The problem:
Line by line, retype the material exactly and leave each picture out.

Study material:
=== Begin Enclosure ===

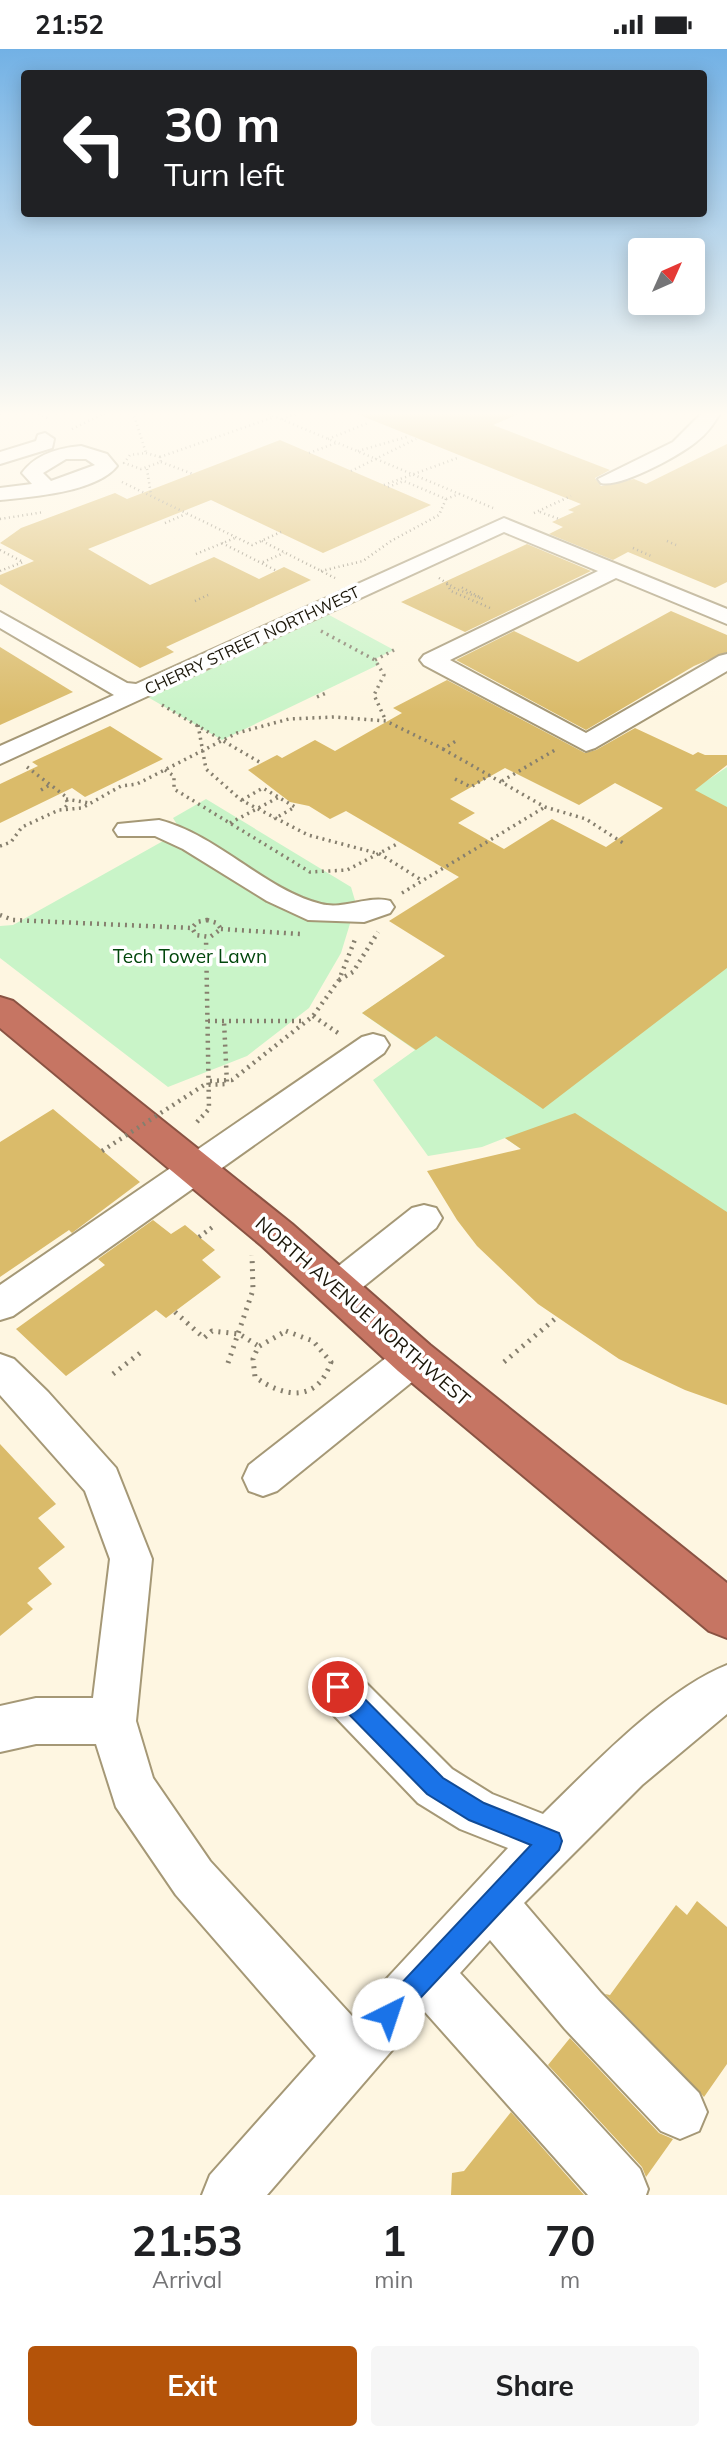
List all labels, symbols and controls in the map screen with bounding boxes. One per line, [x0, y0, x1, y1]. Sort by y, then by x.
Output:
text: 21:52 [35, 8, 104, 41]
text: 30 m [164, 93, 280, 154]
icon: left [49, 98, 140, 189]
text: Turn left [164, 154, 284, 194]
north arrow [628, 238, 705, 315]
map controls [628, 238, 705, 315]
street label: CHERRY STREET NORTHWEST [141, 581, 363, 699]
park label: Tech Tower Lawn [113, 944, 267, 968]
street label: NORTH AVENUE NORTHWEST [251, 1211, 476, 1411]
pin [308, 1657, 368, 1717]
icon: arrive [319, 1668, 357, 1706]
position arrow [351, 1977, 425, 2051]
text: 21:53 [132, 2214, 243, 2267]
text: 1 [381, 2214, 406, 2267]
text: 70 [545, 2214, 595, 2267]
text: Arrival [152, 2265, 222, 2294]
text: min [374, 2265, 413, 2294]
text: m [560, 2265, 580, 2294]
button: Exit [28, 2346, 357, 2426]
button: Share [371, 2346, 699, 2426]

=== End Enclosure ===

Exercise output:
List all labels, symbols and controls in the map screen with bounding boxes. One per line, [x0, y0, x1, y1]. Sort by y, then by x.
Output:
text: 21:52 [35, 8, 104, 41]
text: 30 m [164, 93, 280, 154]
icon: left [49, 98, 140, 189]
text: Turn left [164, 154, 284, 194]
north arrow [628, 238, 705, 315]
map controls [628, 238, 705, 315]
street label: CHERRY STREET NORTHWEST [141, 581, 363, 699]
park label: Tech Tower Lawn [113, 944, 267, 968]
street label: NORTH AVENUE NORTHWEST [251, 1211, 476, 1411]
pin [308, 1657, 368, 1717]
icon: arrive [319, 1668, 357, 1706]
position arrow [351, 1977, 425, 2051]
text: 21:53 [132, 2214, 243, 2267]
text: 1 [381, 2214, 406, 2267]
text: 70 [545, 2214, 595, 2267]
text: Arrival [152, 2265, 222, 2294]
text: min [374, 2265, 413, 2294]
text: m [560, 2265, 580, 2294]
button: Exit [28, 2346, 357, 2426]
button: Share [371, 2346, 699, 2426]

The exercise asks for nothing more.